We in the opposition do not condone employers that fail to adhere to their obligations in terms of coverage but we believe there are adequate mechanisms in place to ensure that these matters are drawn to the attention of the appropriate authorities. There are adequate provisions to take steps now. I think the system has worked quite well. I do not accept that there is any convincing case for union officials to review this data. However, another agenda is being pursued, which I suggest is probably the real reason to differentiate between contractors and employees, and this is one of the main areas of interest in the industrial movement today. I would suggest that the government is being partisan on this element of the legislation. This should not be happening.
Accordingly, I foreshadow that the opposition will move amendment No 1 circulated in my name to delete clause 161 (4) (c). This amendment clarifies that a union representative will not be an authorised person to receive information contained in certificates of currency. I have no doubt that this will be opposed because I do not think the government would be game to make a stand on such a position. But as I indicated, the opposition would not see it as a role of employee organisations to be intervening in this area, especially given the level of systems that are in place to protect the interests of workers in this territory against recalcitrant employers who may default. There can be no persuasive argument except for an industrial objective to which I have alluded.
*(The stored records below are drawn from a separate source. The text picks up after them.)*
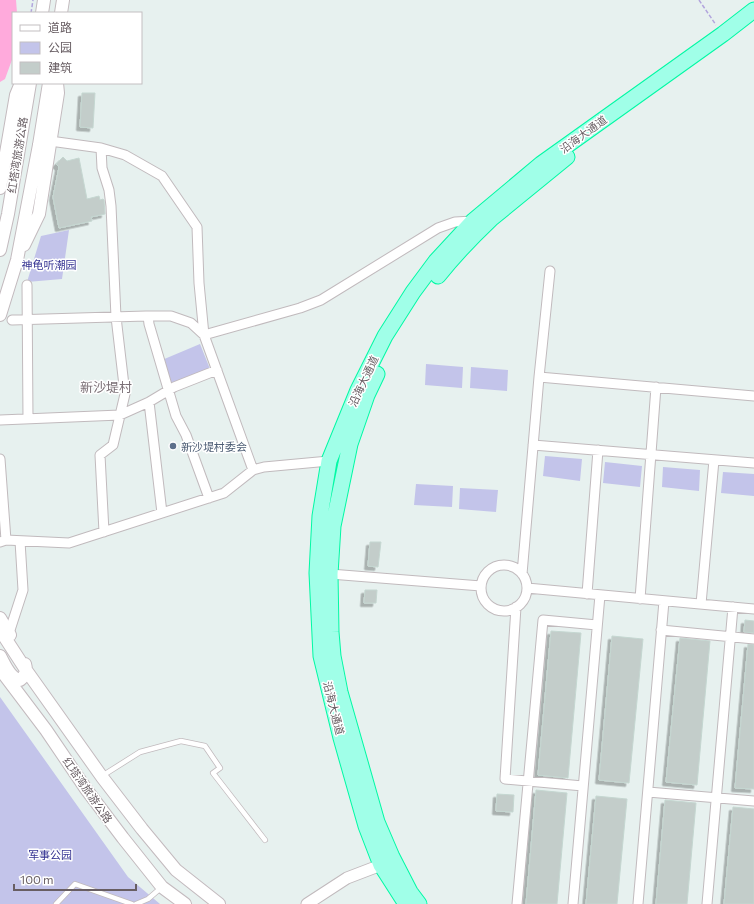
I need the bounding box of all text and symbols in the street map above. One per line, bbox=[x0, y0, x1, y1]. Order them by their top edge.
legend bbox=[12, 12, 142, 84]
text: 道路 bbox=[48, 20, 72, 34]
text: 公园 bbox=[48, 40, 72, 54]
text: 建筑 bbox=[48, 60, 72, 74]
street label: 沿海大通道 bbox=[557, 113, 609, 155]
street label: 红塔湾旅游公路 bbox=[5, 116, 29, 194]
park label: 神龟听潮园 bbox=[22, 258, 77, 271]
street label: 沿海大通道 bbox=[345, 353, 381, 409]
district label: 新沙堤村 bbox=[80, 379, 132, 395]
place label: 新沙堤村委会 bbox=[181, 440, 247, 453]
marker: 新沙堤村委会 bbox=[168, 441, 178, 451]
street label: 沿海大通道 bbox=[321, 680, 347, 736]
street label: 红塔湾旅游公路 bbox=[61, 755, 115, 825]
park label: 军事公园 bbox=[28, 848, 72, 861]
scale bar bbox=[14, 866, 136, 892]
text: 100 m bbox=[20, 872, 54, 886]

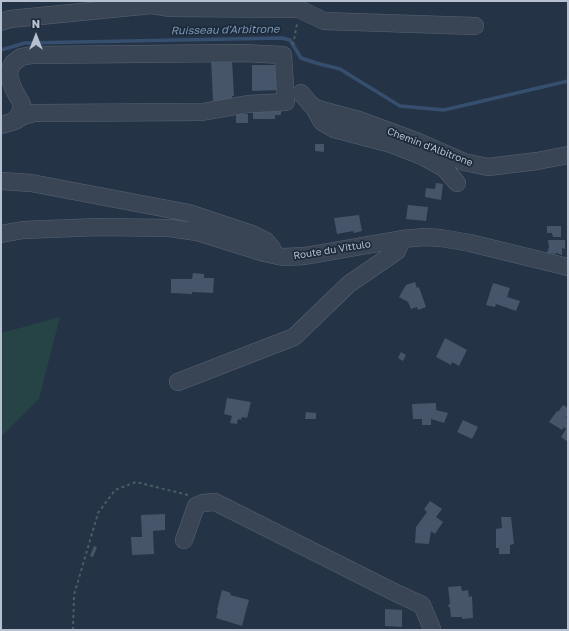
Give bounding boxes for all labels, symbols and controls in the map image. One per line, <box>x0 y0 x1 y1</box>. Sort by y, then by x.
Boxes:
north arrow <box>16 16 56 56</box>
text: N <box>32 17 40 30</box>
water label: Ruisseau d'Arbitrone <box>171 22 279 38</box>
street label: Chemin d'Albitrone <box>385 125 475 169</box>
street label: Route du Vittulo <box>292 238 372 262</box>

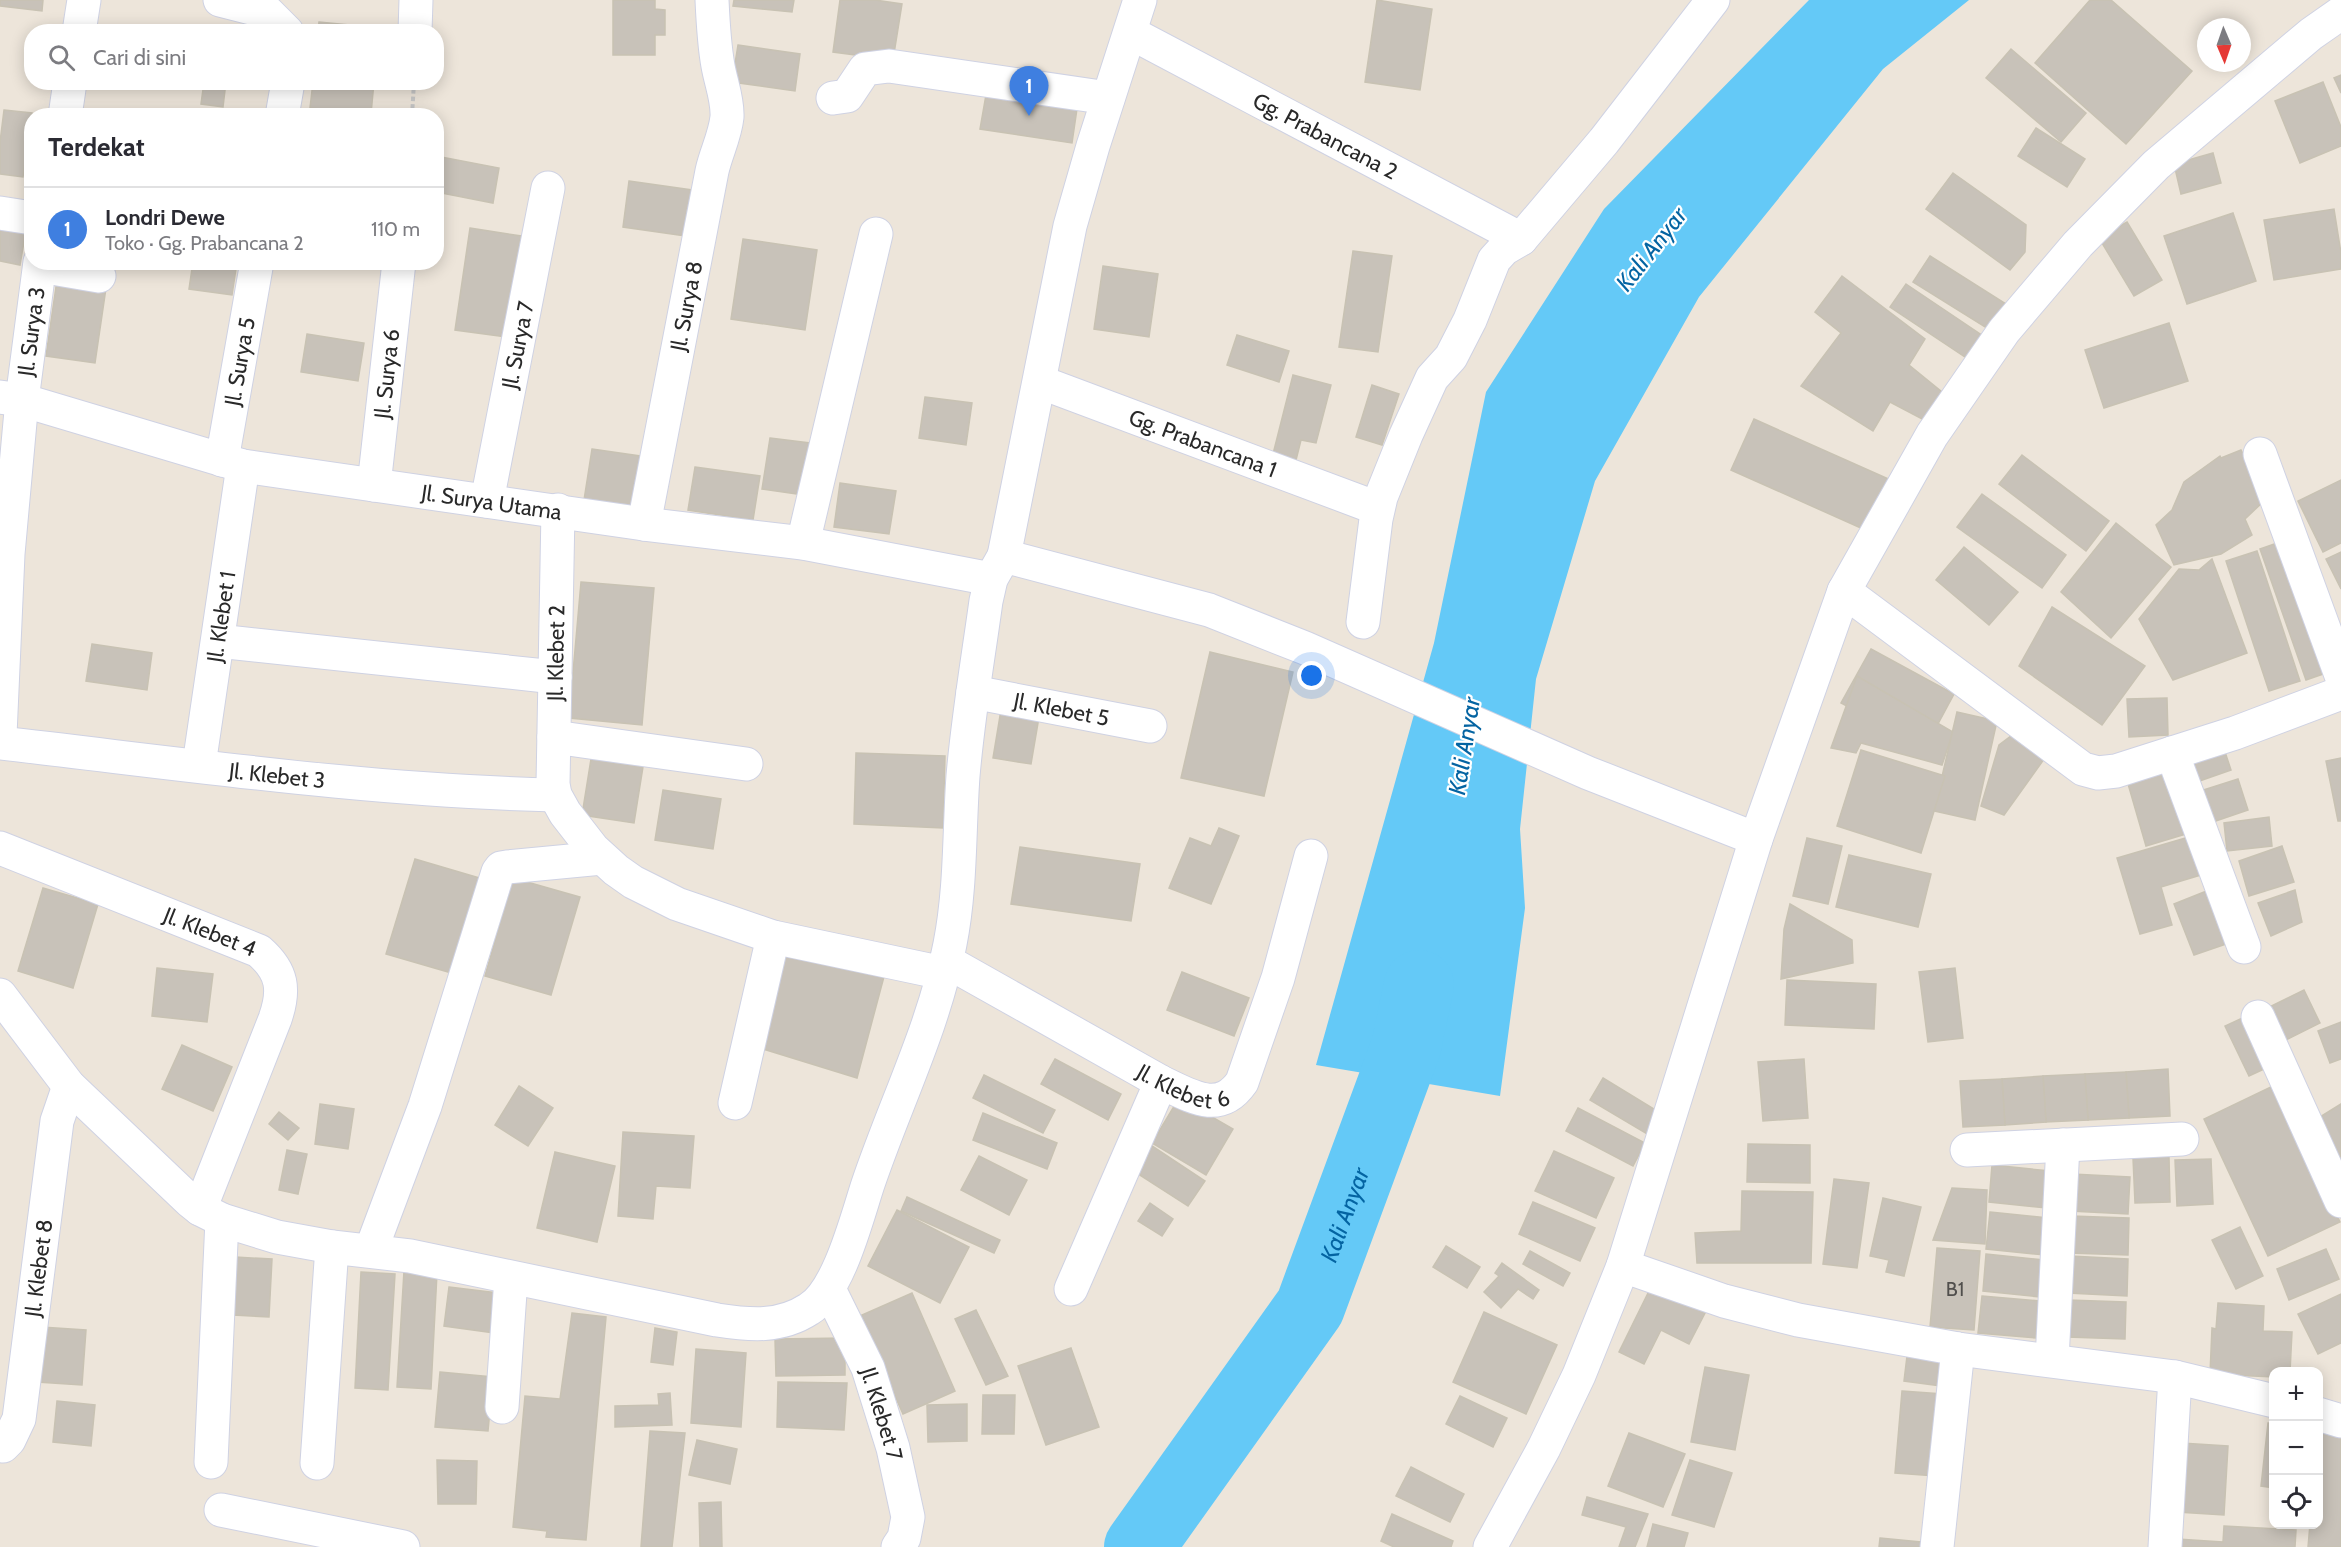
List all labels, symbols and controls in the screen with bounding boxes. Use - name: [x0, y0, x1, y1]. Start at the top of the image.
- north arrow: [2197, 18, 2251, 72]
- search box: [24, 24, 444, 90]
- icon: search: [45, 41, 78, 74]
- text: Cari di sini: [93, 44, 186, 71]
- pin: 1: [1010, 66, 1048, 116]
- street label: Gg. Prabancana 2: [1249, 86, 1403, 185]
- text: Terdekat: [48, 131, 145, 163]
- water label: Kali Anyar: [1609, 200, 1694, 297]
- text: Londri Dewe: [105, 204, 225, 231]
- text: 1: [64, 217, 71, 241]
- text: 110 m: [371, 217, 420, 241]
- text: Toko · Gg. Prabancana 2: [105, 231, 304, 255]
- street label: Jl. Surya 8: [664, 259, 708, 354]
- street label: Jl. Surya 3: [12, 285, 50, 379]
- street label: Jl. Surya 7: [495, 299, 539, 392]
- street label: Jl. Surya 5: [218, 315, 261, 409]
- street label: Jl. Surya 6: [368, 327, 405, 421]
- street label: Gg. Prabancana 1: [1125, 403, 1281, 483]
- street label: Jl. Surya Utama: [419, 478, 564, 526]
- street label: Jl. Klebet 1: [201, 569, 241, 665]
- street label: Jl. Klebet 2: [542, 605, 570, 702]
- your location: [1297, 661, 1326, 690]
- street label: Jl. Klebet 5: [1010, 686, 1111, 731]
- water label: Kali Anyar: [1442, 694, 1486, 797]
- street label: Jl. Klebet 3: [227, 757, 327, 794]
- street label: Jl. Klebet 4: [159, 901, 261, 962]
- street label: Jl. Klebet 6: [1131, 1057, 1233, 1114]
- water label: Kali Anyar: [1313, 1162, 1375, 1266]
- street label: Jl. Klebet 8: [19, 1218, 58, 1319]
- house number: B1: [1946, 1277, 1964, 1301]
- street label: Jl. Klebet 7: [855, 1363, 909, 1463]
- map controls: [2269, 1367, 2323, 1529]
- button: +: [2269, 1367, 2323, 1421]
- button: −: [2269, 1421, 2323, 1475]
- button: locate: [2269, 1475, 2323, 1529]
The cost of workers compensation in the ACT is a major problem for business and effectively it serves as a tax on employment. A survey commissioned by Australian Business Ltd in August 2005 revealed that in construction, manufacturing, retail trade, finance and insurance, and personal and other services the cost of workers compensation per employee in the ACT is higher than in New South Wales. In all of those industry categories the cost of workers compensation per employee is the highest in Australia, except for personal and other services in Victoria. This puts the ACT at a serious disadvantage against its competitor states. It discredits the claim that we are trying to make this city more business friendly, it discredits the claim that the ACT is committed to attracting business and industry here and it underlines the fact that we have the balance out of whack with what is reasonable and what ought to be done here to encourage a positive economic environment.
A fundamental problem with the way workers compensation is structured and the major cause of high and rising costs is the prevailing culture of presumed employer guilt at the workplace. Both OH&S and workers compensation take as their starting point the elements of an imbalance of control which is presumed to be embedded in the employer/employee legal relationship. The implicit but false, I suggest, assumption contained within the legal relationship is that the employer is all powerful in the work relationship and, in contrast, that the employees in most respects are witless and powerless.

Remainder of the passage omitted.